Fernando Barnabé reforça que a diversificação dos compradores internacionais reduz a dependência de poucos mercados e torna o setor mais resiliente diante de oscilações econômicas e comerciais.

“A abertura de mercados amplia a demanda potencial pelos produtos brasileiros e cria um ambiente mais favorável para investimentos. À medida que as exportações aumentam, há reflexos positivos na produção, na geração de renda e na criação de empregos em toda a cadeia do agronegócio”, afirma.

Sanidade como diferencial competitivo 

A capacidade de aproveitar essas oportunidades, no entanto, depende diretamente da manutenção dos padrões sanitários exigidos pelos importadores. Nesse cenário, o trabalho da Agência Goiana de Defesa Agropecuária (Agrodefesa) aparece como peça fundamental.

De acordo com o presidente da Agrodefesa, José Ricardo Caixeta Ramos, a abertura de mercados internacionais está diretamente ligada à credibilidade sanitária construída ao longo dos anos. A agência atua em ações de educação sanitária, monitoramento de doenças, fiscalização do trânsito de animais, rastreabilidade dos rebanhos e inspeção de produtos de origem animal.

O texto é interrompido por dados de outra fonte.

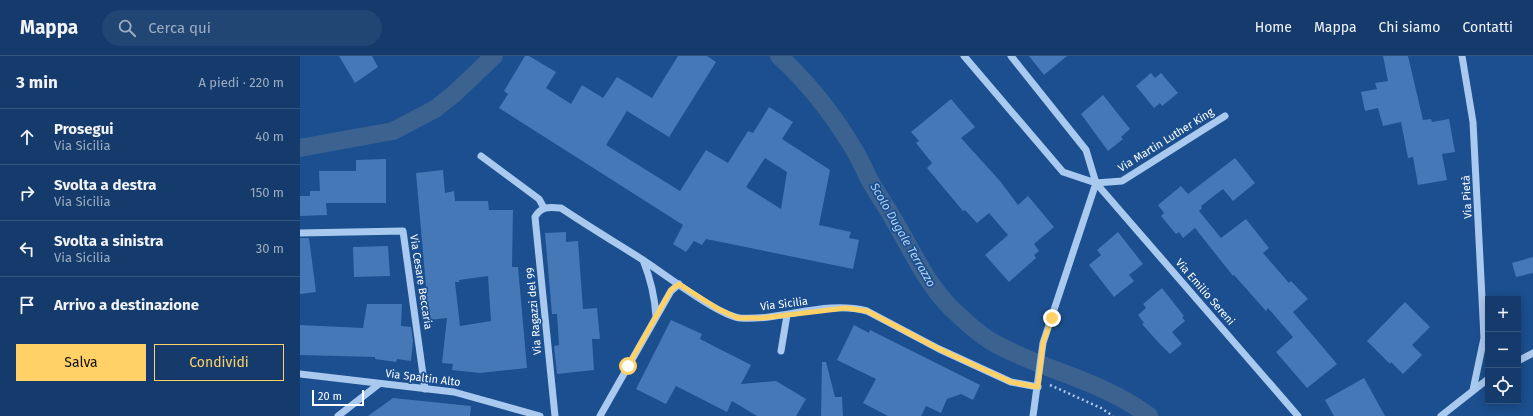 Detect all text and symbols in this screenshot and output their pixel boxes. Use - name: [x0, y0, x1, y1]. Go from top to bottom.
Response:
- search box: [102, 10, 382, 46]
- text: Mappa: [20, 16, 78, 39]
- icon: search: [116, 17, 138, 39]
- text: Cerca qui: [148, 19, 211, 37]
- text: Home: [1255, 19, 1292, 36]
- text: Mappa: [1314, 19, 1357, 36]
- text: Chi siamo: [1379, 19, 1440, 36]
- text: Contatti: [1462, 19, 1513, 36]
- text: 3 min: [16, 72, 58, 93]
- text: A piedi · 220 m: [198, 75, 284, 90]
- street label: Via Martin Luther King: [1116, 105, 1216, 175]
- text: Prosegui: [54, 120, 113, 138]
- icon: ahead: [16, 126, 38, 148]
- text: 40 m: [255, 129, 284, 144]
- text: Via Sicilia: [54, 138, 111, 153]
- street label: Via Pietà: [1459, 175, 1475, 219]
- text: Svolta a destra: [54, 176, 156, 194]
- water label: Scolo Dugale Terrazzo: [867, 180, 939, 290]
- icon: right: [16, 182, 38, 204]
- text: 150 m: [250, 185, 284, 200]
- text: Via Sicilia: [54, 194, 111, 209]
- text: Svolta a sinistra: [54, 232, 164, 250]
- street label: Via Cesare Beccaria: [407, 234, 435, 330]
- icon: left: [16, 238, 38, 260]
- text: 30 m: [256, 241, 284, 256]
- text: Via Sicilia: [54, 250, 111, 265]
- street label: Via Emilio Sereni: [1173, 256, 1237, 328]
- street label: Via Ragazzi del 99: [524, 266, 544, 355]
- icon: arrive: [16, 294, 38, 316]
- street label: Via Sicilia: [759, 295, 809, 313]
- text: Arrivo a destinazione: [54, 296, 199, 314]
- map controls: [1485, 296, 1521, 404]
- button: +: [1485, 296, 1521, 332]
- route end: [1043, 309, 1061, 327]
- button: −: [1485, 332, 1521, 368]
- button: Salva: [16, 344, 146, 381]
- button: Condividi: [154, 344, 284, 381]
- route start: [619, 357, 637, 375]
- street label: Via Spaltin Alto: [385, 367, 461, 389]
- button: locate: [1485, 368, 1521, 404]
- scale bar: [312, 388, 364, 407]
- text: 20 m: [318, 390, 342, 403] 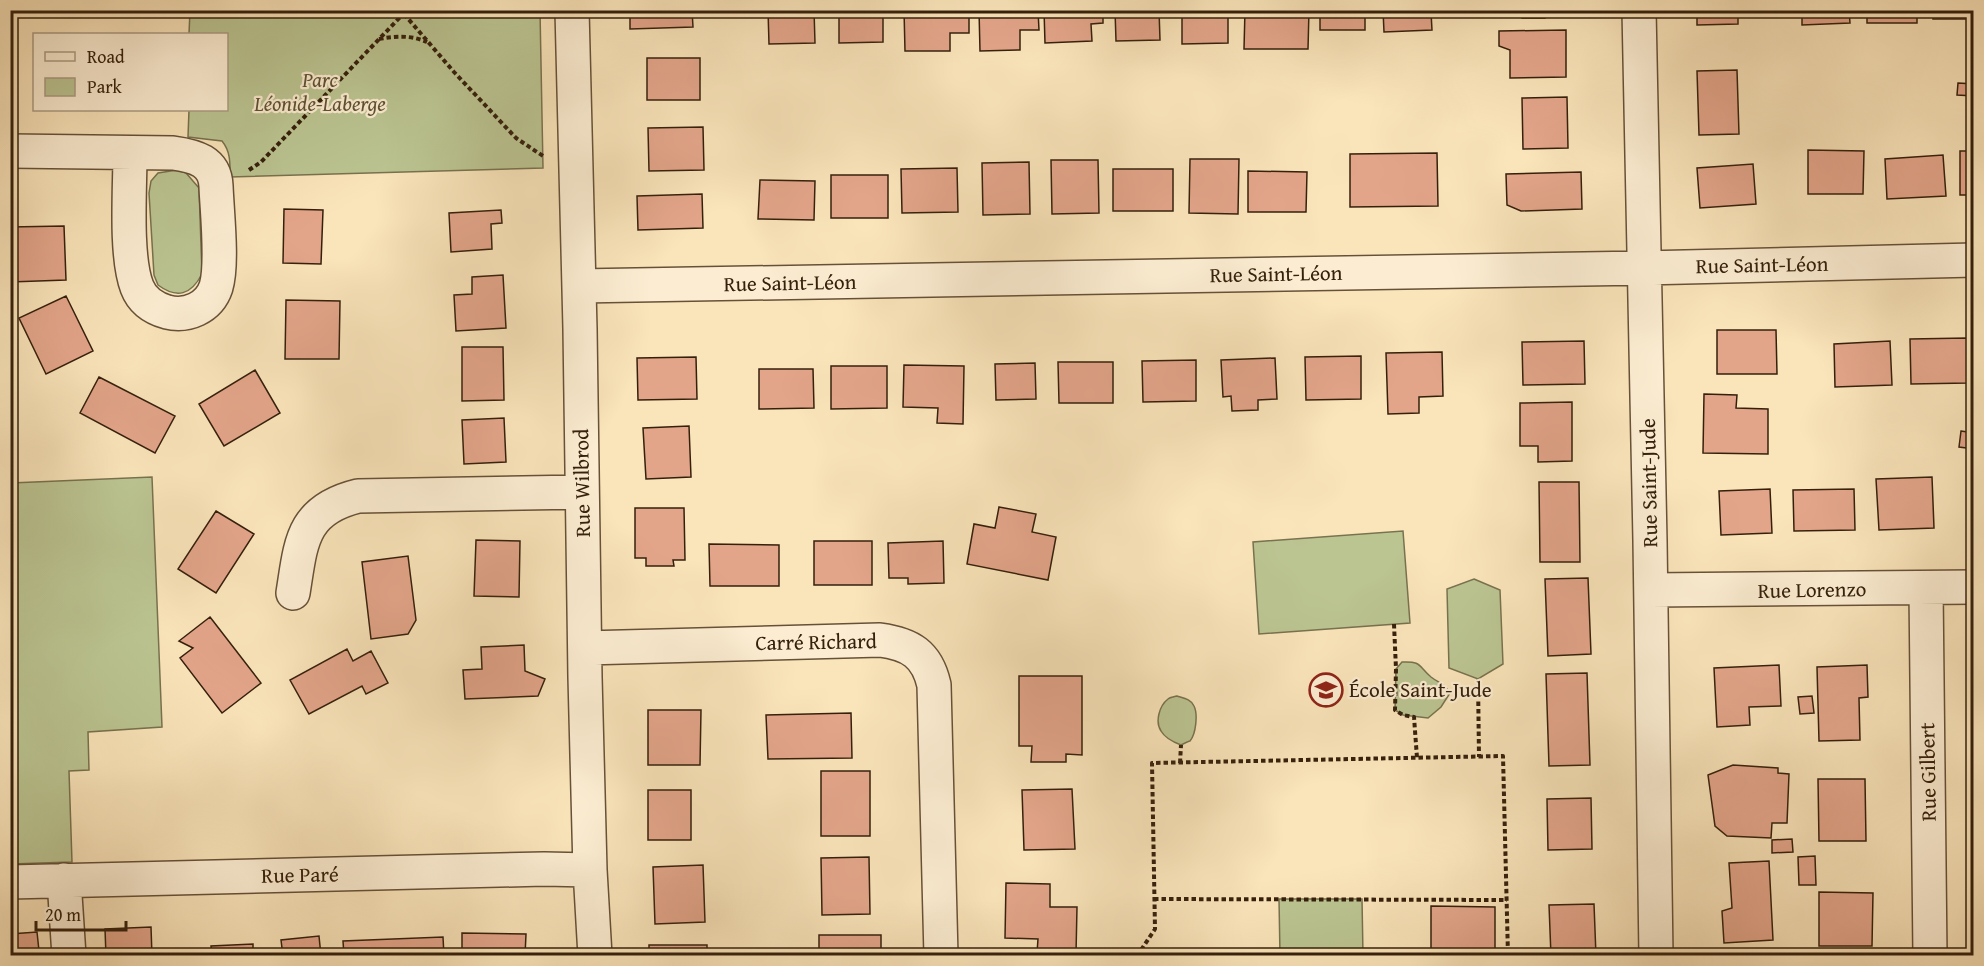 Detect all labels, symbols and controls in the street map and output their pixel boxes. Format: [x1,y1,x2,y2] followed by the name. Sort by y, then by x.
[33,33,228,111] legend
[87,43,125,70] text: Road
[253,64,386,119] park label: Parc Léonide-Laberge
[87,73,123,100] text: Park
[1695,248,1829,281] street label: Rue Saint-Léon
[1209,257,1343,290] street label: Rue Saint-Léon
[723,266,857,299] street label: Rue Saint-Léon
[1632,418,1665,548] street label: Rue Saint-Jude
[565,428,598,538] street label: Rue Wilbrod
[1757,573,1867,606] street label: Rue Lorenzo
[755,625,878,658] street label: Carré Richard
[1308,672,1344,708] school or university icon: École Saint-Jude
[1349,674,1492,705] place label: École Saint-Jude
[1911,722,1944,822] street label: Rue Gilbert
[261,858,339,891] street label: Rue Paré
[36,894,126,932] scale bar
[45,901,81,928] text: 20 m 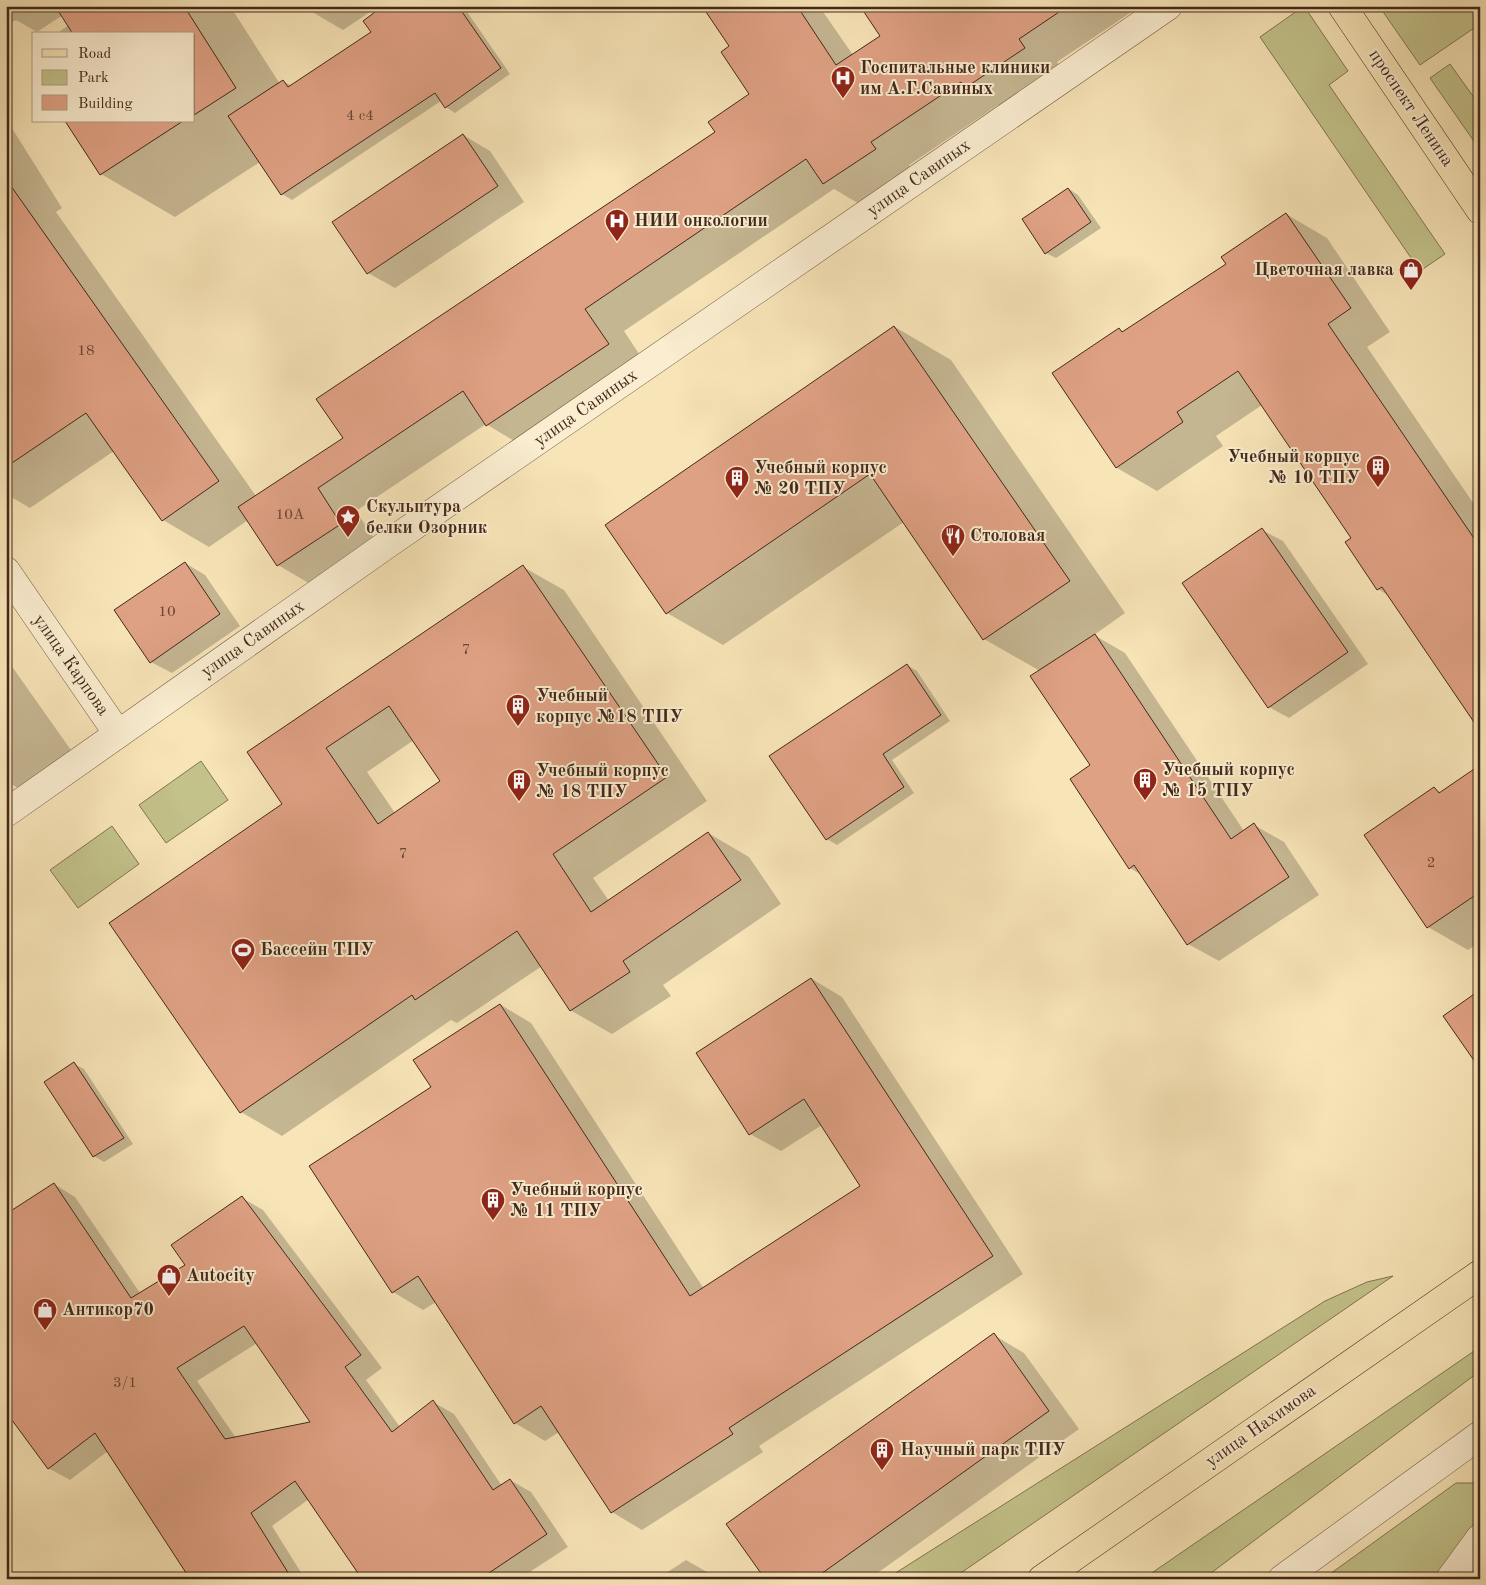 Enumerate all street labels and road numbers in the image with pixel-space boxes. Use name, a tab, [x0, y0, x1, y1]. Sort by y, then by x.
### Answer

“Esse trabalho contribui decisivamente para a manutenção do status sanitário da produção agropecuária goiana compatível com as exigências internacionais”, afirma.

Caixeta destaca que Goiás possui posição de destaque em cadeias como soja, milho, carnes bovina, suína e de frango, além da genética animal. Segundo ele, o histórico sanitário consolidado do Estado funciona como um selo de confiança para compradores internacionais.

“Esse reconhecimento reduz barreiras técnicas, agiliza processos de habilitação para exportação e fortalece a imagem de Goiás como fornecedor confiável, o que tende a ampliar sua participação nas novas oportunidades comerciais abertas pelo governo federal”, conclui.

Apesar do potencial, especialistas lembram que os resultados não costumam ser imediatos. A consolidação dos novos mercados depende da construção de relações comerciais, da competitividade dos produtos brasileiros e da capacidade de atender às exigências específicas de cada país. Ainda assim, a avaliação do setor é que a medida representa mais um passo para ampliar a presença do agronegócio goiano no cenário internacional.